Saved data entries
--

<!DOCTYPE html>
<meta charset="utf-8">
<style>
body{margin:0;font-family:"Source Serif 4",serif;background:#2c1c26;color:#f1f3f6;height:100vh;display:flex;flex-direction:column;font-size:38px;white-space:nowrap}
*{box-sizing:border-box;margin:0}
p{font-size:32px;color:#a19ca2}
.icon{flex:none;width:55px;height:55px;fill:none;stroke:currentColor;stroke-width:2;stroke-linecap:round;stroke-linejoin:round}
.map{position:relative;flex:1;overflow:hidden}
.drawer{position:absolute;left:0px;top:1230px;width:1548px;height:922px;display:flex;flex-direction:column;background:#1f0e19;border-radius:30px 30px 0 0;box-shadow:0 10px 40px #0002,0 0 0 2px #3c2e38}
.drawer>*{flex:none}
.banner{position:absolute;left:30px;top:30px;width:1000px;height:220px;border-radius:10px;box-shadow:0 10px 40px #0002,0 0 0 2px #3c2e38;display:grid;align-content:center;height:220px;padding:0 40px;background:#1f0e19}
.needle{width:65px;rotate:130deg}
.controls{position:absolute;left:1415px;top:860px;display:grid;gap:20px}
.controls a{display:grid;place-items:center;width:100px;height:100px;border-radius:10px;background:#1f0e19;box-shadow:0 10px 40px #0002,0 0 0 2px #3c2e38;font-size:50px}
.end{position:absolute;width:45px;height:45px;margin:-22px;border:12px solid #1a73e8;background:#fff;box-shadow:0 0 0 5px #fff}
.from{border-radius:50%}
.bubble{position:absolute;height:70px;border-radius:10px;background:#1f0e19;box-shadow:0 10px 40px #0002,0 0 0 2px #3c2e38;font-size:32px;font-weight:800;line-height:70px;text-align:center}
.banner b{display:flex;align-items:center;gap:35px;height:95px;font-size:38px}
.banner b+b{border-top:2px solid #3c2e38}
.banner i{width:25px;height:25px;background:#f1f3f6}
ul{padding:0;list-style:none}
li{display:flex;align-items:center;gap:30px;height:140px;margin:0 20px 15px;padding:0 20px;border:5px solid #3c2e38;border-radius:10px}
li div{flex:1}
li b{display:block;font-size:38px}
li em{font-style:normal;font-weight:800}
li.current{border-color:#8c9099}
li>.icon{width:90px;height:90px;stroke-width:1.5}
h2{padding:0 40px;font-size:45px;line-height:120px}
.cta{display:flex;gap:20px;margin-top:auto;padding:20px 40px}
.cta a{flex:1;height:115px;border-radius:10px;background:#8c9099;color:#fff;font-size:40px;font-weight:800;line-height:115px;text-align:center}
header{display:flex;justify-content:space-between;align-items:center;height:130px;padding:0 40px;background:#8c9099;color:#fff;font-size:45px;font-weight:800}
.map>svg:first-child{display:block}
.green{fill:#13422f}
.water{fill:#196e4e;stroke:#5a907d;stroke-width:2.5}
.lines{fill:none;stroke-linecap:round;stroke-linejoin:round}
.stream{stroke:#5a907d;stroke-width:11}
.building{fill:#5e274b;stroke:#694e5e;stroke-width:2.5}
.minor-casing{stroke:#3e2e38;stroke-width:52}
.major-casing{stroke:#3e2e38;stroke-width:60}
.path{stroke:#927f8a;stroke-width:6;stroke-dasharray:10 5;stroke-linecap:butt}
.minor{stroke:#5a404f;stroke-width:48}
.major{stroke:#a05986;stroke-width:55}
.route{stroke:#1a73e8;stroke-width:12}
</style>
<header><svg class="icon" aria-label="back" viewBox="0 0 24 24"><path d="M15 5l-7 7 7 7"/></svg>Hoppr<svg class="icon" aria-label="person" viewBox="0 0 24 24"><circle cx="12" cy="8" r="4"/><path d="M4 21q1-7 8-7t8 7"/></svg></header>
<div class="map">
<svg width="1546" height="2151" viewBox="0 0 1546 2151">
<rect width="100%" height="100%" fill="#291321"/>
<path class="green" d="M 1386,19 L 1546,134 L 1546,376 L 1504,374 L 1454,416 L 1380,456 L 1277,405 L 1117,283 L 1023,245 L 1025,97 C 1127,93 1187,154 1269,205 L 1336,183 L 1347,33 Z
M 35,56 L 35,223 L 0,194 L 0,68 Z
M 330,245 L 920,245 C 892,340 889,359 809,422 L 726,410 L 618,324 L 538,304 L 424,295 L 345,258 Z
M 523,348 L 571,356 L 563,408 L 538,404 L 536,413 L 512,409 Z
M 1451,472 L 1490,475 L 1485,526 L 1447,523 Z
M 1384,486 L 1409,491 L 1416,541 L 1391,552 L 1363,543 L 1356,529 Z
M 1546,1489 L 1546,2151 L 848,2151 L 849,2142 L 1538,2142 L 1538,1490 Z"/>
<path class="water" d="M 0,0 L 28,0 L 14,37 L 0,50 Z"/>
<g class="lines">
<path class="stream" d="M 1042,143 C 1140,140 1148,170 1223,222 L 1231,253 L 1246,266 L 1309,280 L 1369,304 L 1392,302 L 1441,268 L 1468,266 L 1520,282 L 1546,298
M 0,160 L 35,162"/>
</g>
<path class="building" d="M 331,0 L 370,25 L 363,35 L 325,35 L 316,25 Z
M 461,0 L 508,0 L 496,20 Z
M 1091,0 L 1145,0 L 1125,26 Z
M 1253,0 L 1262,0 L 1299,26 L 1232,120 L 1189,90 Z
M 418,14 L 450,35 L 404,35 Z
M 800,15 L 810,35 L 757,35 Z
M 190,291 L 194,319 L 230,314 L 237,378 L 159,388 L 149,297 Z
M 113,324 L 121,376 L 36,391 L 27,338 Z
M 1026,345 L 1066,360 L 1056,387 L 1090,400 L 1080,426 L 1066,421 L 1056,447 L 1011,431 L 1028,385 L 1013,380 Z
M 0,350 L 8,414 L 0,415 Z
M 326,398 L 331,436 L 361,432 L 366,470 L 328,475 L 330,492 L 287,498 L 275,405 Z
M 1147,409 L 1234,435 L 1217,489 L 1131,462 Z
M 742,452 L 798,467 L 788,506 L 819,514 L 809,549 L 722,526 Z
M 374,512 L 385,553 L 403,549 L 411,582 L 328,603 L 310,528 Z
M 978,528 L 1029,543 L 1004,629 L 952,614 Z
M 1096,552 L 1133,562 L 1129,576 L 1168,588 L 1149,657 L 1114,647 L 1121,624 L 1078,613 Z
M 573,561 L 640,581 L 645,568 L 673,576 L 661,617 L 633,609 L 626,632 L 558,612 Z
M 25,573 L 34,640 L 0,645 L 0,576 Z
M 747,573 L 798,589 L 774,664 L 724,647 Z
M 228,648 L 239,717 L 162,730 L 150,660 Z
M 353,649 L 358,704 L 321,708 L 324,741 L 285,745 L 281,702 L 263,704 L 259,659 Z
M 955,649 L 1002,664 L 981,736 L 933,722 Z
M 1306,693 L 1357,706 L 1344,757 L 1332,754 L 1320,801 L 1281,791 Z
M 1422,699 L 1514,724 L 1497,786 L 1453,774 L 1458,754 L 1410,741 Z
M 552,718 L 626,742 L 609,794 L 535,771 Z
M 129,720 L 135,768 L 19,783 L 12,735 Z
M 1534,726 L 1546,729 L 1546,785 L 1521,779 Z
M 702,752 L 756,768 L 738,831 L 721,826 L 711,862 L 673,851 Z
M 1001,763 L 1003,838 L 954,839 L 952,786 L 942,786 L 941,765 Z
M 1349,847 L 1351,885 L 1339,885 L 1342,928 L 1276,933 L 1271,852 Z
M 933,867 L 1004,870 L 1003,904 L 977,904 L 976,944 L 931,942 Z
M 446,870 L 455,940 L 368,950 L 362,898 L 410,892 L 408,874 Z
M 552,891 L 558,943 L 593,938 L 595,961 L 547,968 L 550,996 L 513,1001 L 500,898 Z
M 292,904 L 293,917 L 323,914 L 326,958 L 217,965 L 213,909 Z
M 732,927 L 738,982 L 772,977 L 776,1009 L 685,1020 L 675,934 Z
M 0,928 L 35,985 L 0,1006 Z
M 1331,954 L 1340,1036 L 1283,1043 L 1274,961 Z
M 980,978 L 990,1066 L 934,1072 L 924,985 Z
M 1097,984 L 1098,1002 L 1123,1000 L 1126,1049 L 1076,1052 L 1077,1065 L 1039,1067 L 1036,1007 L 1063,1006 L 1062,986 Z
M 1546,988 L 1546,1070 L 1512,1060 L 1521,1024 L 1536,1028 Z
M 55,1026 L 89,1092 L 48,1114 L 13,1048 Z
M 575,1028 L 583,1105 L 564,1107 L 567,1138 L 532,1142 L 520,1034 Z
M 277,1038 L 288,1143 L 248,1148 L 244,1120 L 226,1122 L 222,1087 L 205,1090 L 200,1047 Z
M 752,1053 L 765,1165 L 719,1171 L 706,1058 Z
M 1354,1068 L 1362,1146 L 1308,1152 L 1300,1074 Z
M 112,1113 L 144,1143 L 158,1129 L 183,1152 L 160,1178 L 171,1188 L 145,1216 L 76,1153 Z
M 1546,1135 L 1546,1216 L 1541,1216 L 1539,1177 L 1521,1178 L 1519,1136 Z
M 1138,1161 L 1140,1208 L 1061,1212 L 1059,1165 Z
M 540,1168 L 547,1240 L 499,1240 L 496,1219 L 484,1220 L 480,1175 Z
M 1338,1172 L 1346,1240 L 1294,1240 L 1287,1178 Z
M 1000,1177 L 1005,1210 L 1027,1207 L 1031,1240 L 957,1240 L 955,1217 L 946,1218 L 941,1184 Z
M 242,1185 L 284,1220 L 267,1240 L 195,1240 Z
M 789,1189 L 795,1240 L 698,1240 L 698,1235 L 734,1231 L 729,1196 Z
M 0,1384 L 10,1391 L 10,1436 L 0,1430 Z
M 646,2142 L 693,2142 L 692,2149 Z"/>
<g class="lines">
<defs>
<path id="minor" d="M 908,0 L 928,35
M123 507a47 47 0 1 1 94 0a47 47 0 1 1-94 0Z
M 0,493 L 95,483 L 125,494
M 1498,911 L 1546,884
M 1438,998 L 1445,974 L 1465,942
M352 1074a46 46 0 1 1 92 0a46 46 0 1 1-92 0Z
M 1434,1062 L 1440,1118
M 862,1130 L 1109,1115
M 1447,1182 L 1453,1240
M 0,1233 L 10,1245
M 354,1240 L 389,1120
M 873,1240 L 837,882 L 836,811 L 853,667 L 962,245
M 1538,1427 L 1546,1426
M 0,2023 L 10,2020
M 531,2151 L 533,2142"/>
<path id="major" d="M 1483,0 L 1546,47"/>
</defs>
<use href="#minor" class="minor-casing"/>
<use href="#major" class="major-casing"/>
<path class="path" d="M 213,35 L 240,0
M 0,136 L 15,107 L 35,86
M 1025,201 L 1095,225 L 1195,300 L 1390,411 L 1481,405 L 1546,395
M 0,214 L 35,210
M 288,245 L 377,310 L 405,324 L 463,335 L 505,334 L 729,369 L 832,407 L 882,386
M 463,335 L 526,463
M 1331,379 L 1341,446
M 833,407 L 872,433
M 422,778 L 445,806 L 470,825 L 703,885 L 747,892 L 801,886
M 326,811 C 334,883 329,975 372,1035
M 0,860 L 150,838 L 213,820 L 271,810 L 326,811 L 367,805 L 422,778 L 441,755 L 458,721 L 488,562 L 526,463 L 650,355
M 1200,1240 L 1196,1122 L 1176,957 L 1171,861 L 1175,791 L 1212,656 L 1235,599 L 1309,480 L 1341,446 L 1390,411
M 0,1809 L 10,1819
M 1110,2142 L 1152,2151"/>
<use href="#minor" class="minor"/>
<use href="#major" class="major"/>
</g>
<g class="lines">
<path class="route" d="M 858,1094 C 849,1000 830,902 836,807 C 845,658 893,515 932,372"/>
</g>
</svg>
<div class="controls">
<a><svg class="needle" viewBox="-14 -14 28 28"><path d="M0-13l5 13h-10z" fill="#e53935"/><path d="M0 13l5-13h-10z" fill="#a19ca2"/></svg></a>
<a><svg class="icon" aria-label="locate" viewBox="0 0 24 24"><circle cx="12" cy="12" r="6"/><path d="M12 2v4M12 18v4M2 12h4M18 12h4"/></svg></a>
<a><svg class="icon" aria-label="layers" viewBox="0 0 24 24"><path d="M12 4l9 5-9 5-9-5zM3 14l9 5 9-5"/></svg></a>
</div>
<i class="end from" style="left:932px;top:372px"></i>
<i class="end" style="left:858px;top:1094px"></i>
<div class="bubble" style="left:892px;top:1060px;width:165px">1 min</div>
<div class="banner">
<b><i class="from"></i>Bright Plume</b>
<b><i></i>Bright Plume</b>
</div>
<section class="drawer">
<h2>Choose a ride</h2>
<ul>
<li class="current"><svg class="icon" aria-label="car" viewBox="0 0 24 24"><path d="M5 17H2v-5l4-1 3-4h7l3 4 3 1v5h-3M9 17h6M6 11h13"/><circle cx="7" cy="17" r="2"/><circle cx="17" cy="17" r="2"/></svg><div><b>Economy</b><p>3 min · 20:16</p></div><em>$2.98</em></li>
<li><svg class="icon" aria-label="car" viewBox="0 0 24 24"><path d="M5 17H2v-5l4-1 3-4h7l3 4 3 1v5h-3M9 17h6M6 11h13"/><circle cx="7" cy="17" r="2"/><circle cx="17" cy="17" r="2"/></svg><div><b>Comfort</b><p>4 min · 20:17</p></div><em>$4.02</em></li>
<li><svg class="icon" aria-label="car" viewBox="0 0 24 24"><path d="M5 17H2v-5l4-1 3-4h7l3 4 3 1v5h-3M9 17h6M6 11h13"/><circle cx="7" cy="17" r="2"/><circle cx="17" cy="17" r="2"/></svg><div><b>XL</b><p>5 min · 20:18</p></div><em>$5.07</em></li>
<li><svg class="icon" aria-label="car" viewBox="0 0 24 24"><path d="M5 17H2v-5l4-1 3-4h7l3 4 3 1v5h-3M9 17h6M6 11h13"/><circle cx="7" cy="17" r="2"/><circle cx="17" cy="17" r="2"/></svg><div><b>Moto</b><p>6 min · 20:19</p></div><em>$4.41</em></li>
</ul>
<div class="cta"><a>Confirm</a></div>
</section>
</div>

--

● Assignment
In the entries above, find the line holding "M 446,870 L" and the line holding "M352 1074a46 46 0 1 1 92 0a46 46 0 1 1-92 0Z"; print both of them and every line between, exactly, and nothing else.

● Exercise result
M 446,870 L 455,940 L 368,950 L 362,898 L 410,892 L 408,874 Z
M 552,891 L 558,943 L 593,938 L 595,961 L 547,968 L 550,996 L 513,1001 L 500,898 Z
M 292,904 L 293,917 L 323,914 L 326,958 L 217,965 L 213,909 Z
M 732,927 L 738,982 L 772,977 L 776,1009 L 685,1020 L 675,934 Z
M 0,928 L 35,985 L 0,1006 Z
M 1331,954 L 1340,1036 L 1283,1043 L 1274,961 Z
M 980,978 L 990,1066 L 934,1072 L 924,985 Z
M 1097,984 L 1098,1002 L 1123,1000 L 1126,1049 L 1076,1052 L 1077,1065 L 1039,1067 L 1036,1007 L 1063,1006 L 1062,986 Z
M 1546,988 L 1546,1070 L 1512,1060 L 1521,1024 L 1536,1028 Z
M 55,1026 L 89,1092 L 48,1114 L 13,1048 Z
M 575,1028 L 583,1105 L 564,1107 L 567,1138 L 532,1142 L 520,1034 Z
M 277,1038 L 288,1143 L 248,1148 L 244,1120 L 226,1122 L 222,1087 L 205,1090 L 200,1047 Z
M 752,1053 L 765,1165 L 719,1171 L 706,1058 Z
M 1354,1068 L 1362,1146 L 1308,1152 L 1300,1074 Z
M 112,1113 L 144,1143 L 158,1129 L 183,1152 L 160,1178 L 171,1188 L 145,1216 L 76,1153 Z
M 1546,1135 L 1546,1216 L 1541,1216 L 1539,1177 L 1521,1178 L 1519,1136 Z
M 1138,1161 L 1140,1208 L 1061,1212 L 1059,1165 Z
M 540,1168 L 547,1240 L 499,1240 L 496,1219 L 484,1220 L 480,1175 Z
M 1338,1172 L 1346,1240 L 1294,1240 L 1287,1178 Z
M 1000,1177 L 1005,1210 L 1027,1207 L 1031,1240 L 957,1240 L 955,1217 L 946,1218 L 941,1184 Z
M 242,1185 L 284,1220 L 267,1240 L 195,1240 Z
M 789,1189 L 795,1240 L 698,1240 L 698,1235 L 734,1231 L 729,1196 Z
M 0,1384 L 10,1391 L 10,1436 L 0,1430 Z
M 646,2142 L 693,2142 L 692,2149 Z"/>
<g class="lines">
<defs>
<path id="minor" d="M 908,0 L 928,35
M123 507a47 47 0 1 1 94 0a47 47 0 1 1-94 0Z
M 0,493 L 95,483 L 125,494
M 1498,911 L 1546,884
M 1438,998 L 1445,974 L 1465,942
M352 1074a46 46 0 1 1 92 0a46 46 0 1 1-92 0Z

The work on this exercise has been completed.